* [Requirement] Reproduce the data below in full and exclude every picture.

* [Supplied material]
§
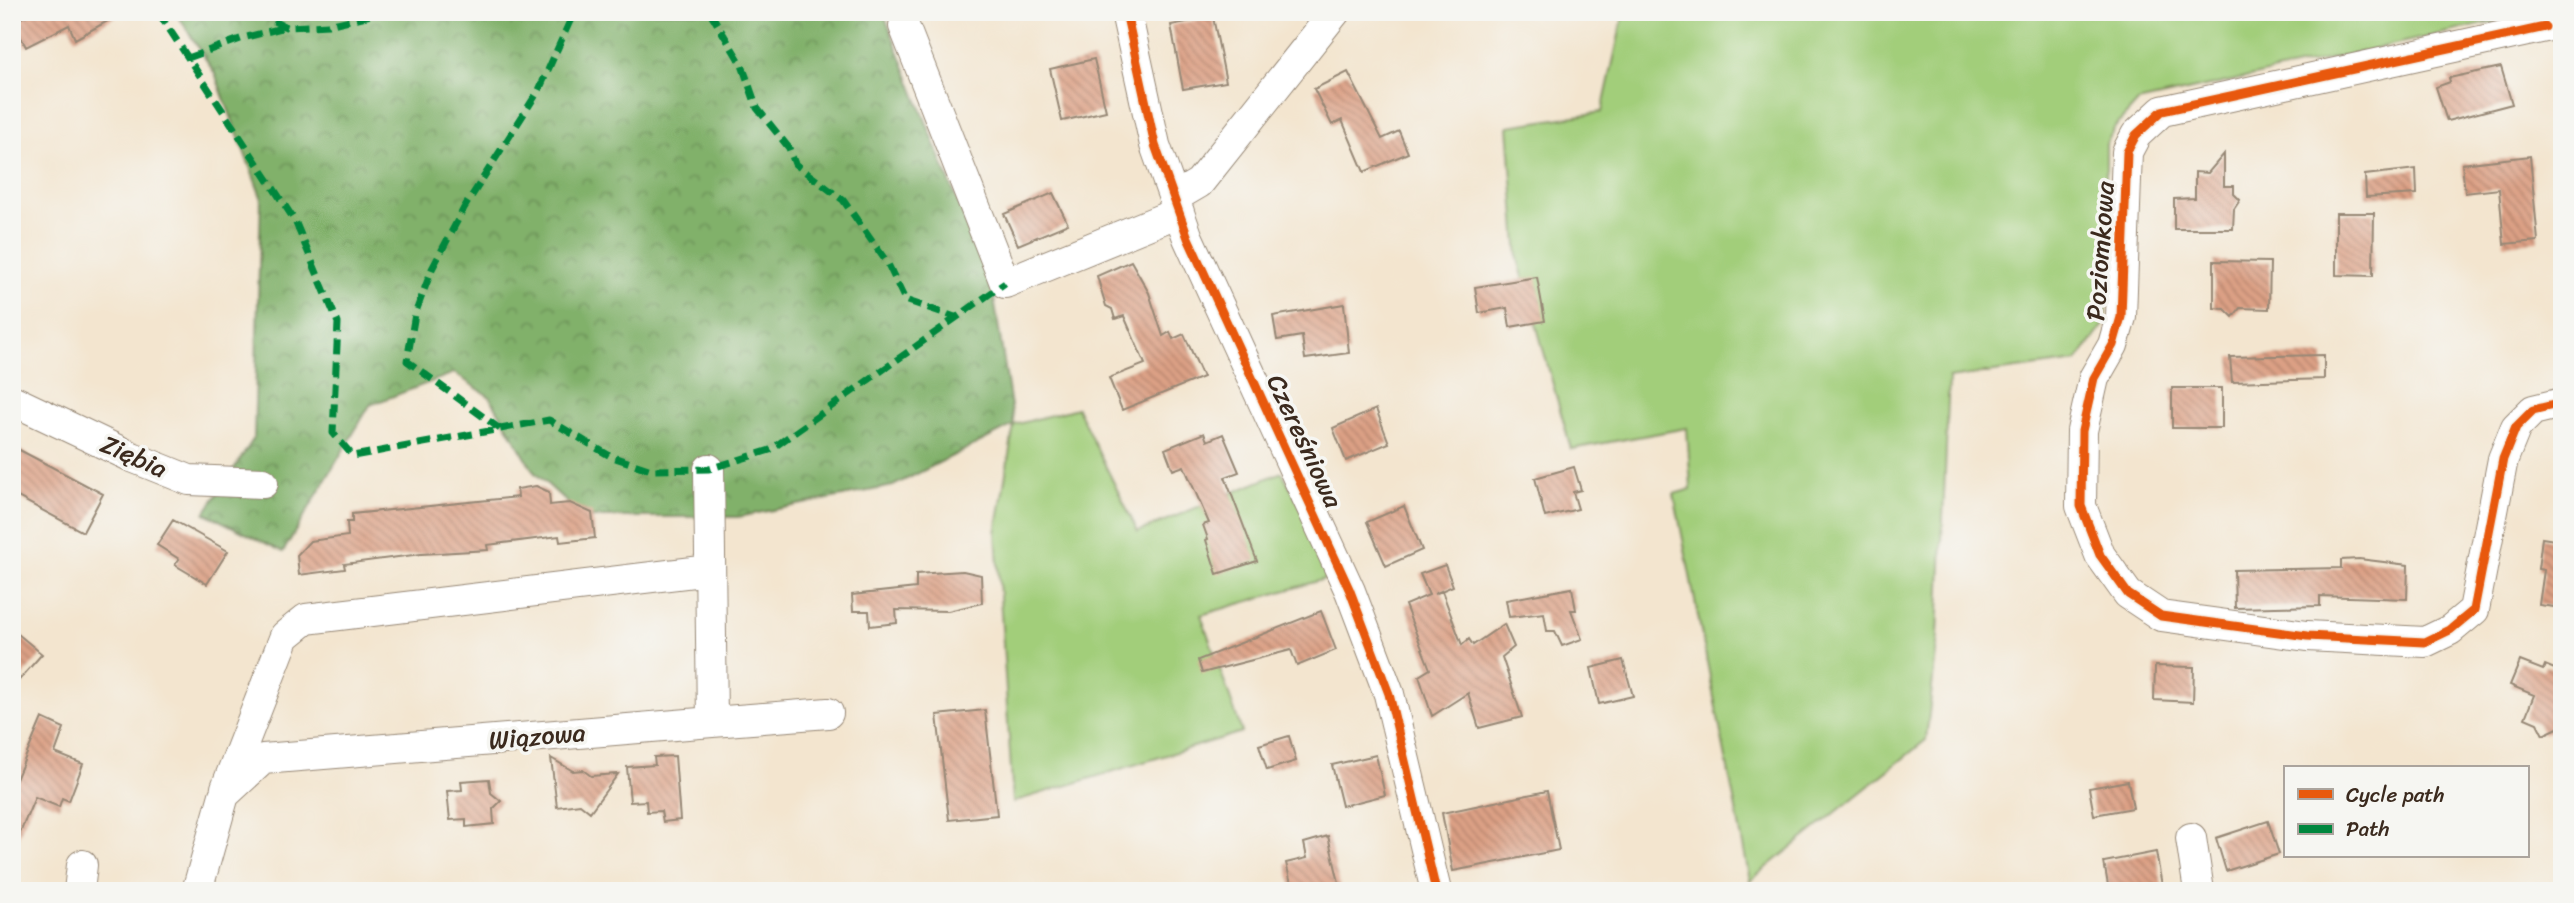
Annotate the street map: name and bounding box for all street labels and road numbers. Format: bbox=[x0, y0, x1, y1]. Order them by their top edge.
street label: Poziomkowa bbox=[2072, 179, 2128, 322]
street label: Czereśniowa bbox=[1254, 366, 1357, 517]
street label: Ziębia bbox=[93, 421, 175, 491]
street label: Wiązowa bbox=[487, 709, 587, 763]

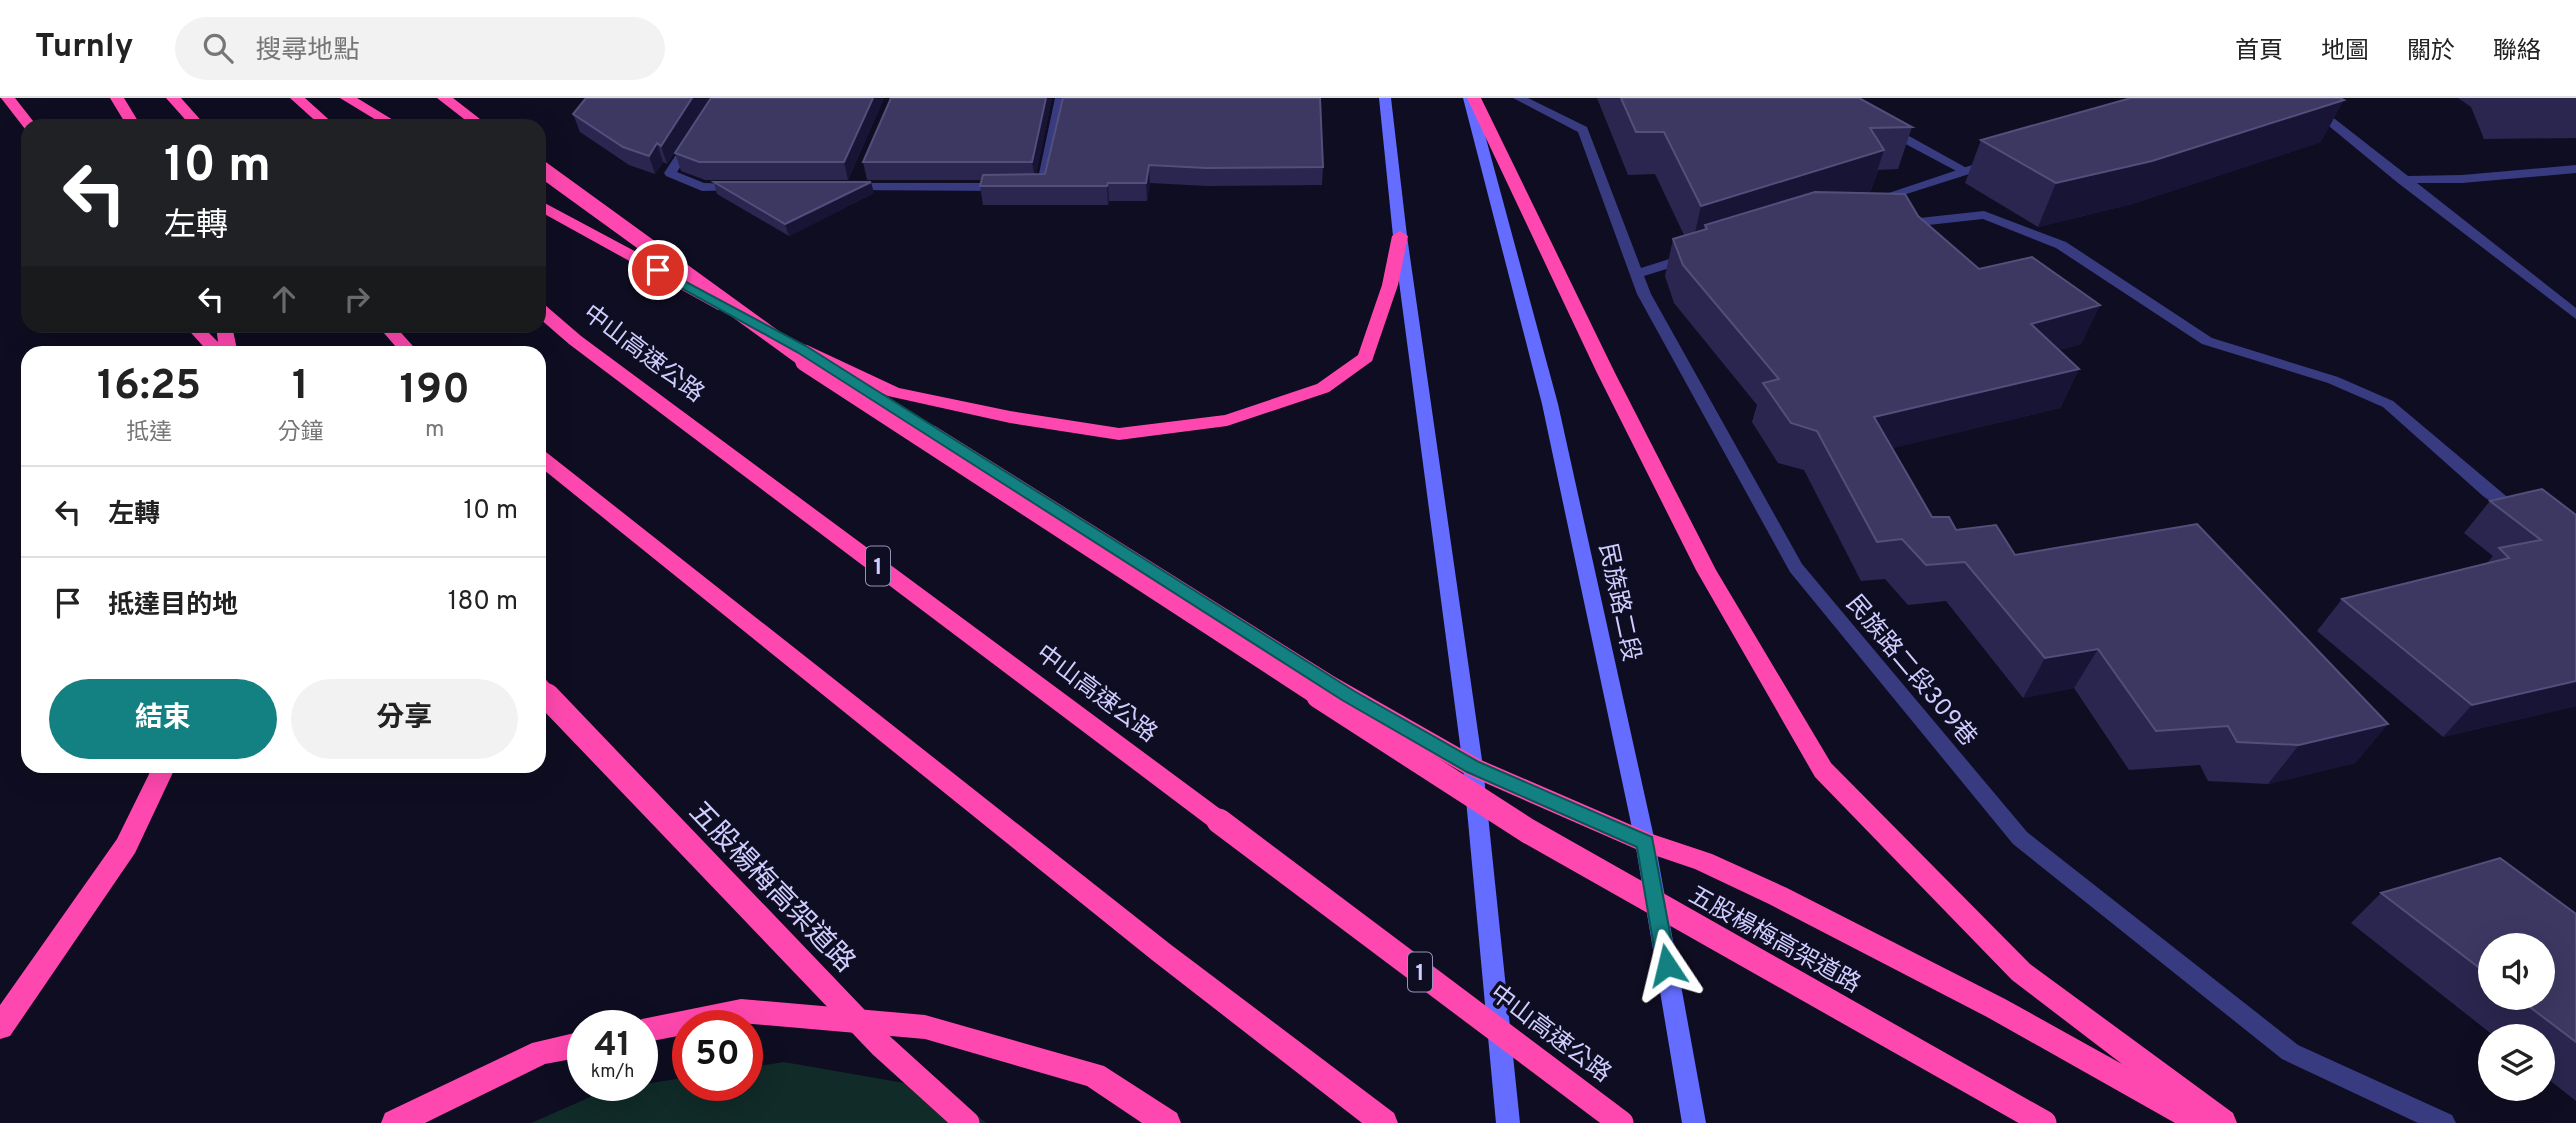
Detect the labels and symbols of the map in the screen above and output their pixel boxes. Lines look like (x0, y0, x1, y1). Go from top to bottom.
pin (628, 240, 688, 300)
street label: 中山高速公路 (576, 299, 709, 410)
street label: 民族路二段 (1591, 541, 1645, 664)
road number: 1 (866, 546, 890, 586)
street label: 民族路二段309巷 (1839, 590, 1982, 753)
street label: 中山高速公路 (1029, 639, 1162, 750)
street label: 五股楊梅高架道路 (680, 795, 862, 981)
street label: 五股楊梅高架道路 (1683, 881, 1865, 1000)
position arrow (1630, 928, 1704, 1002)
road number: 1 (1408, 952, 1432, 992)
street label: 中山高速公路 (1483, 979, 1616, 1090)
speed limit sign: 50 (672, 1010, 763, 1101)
§
* [Task output]
Annotate the street map: name and bounding box for all street labels and road numbers. Format: bbox=[x0, y0, x1, y1]. Order them by their top edge.
street label: Poziomkowa bbox=[2072, 179, 2128, 322]
street label: Czereśniowa bbox=[1254, 366, 1357, 517]
street label: Ziębia bbox=[93, 421, 175, 491]
street label: Wiązowa bbox=[487, 709, 587, 763]

Detect the labels and symbols of the map in the screen above and output their pixel boxes. Lines look like (x0, y0, x1, y1). Go from top to bottom.
pin (628, 240, 688, 300)
street label: 中山高速公路 (576, 299, 709, 410)
street label: 民族路二段 (1591, 541, 1645, 664)
road number: 1 (866, 546, 890, 586)
street label: 民族路二段309巷 (1839, 590, 1982, 753)
street label: 中山高速公路 (1029, 639, 1162, 750)
street label: 五股楊梅高架道路 (680, 795, 862, 981)
street label: 五股楊梅高架道路 (1683, 881, 1865, 1000)
position arrow (1630, 928, 1704, 1002)
road number: 1 (1408, 952, 1432, 992)
street label: 中山高速公路 (1483, 979, 1616, 1090)
speed limit sign: 50 (672, 1010, 763, 1101)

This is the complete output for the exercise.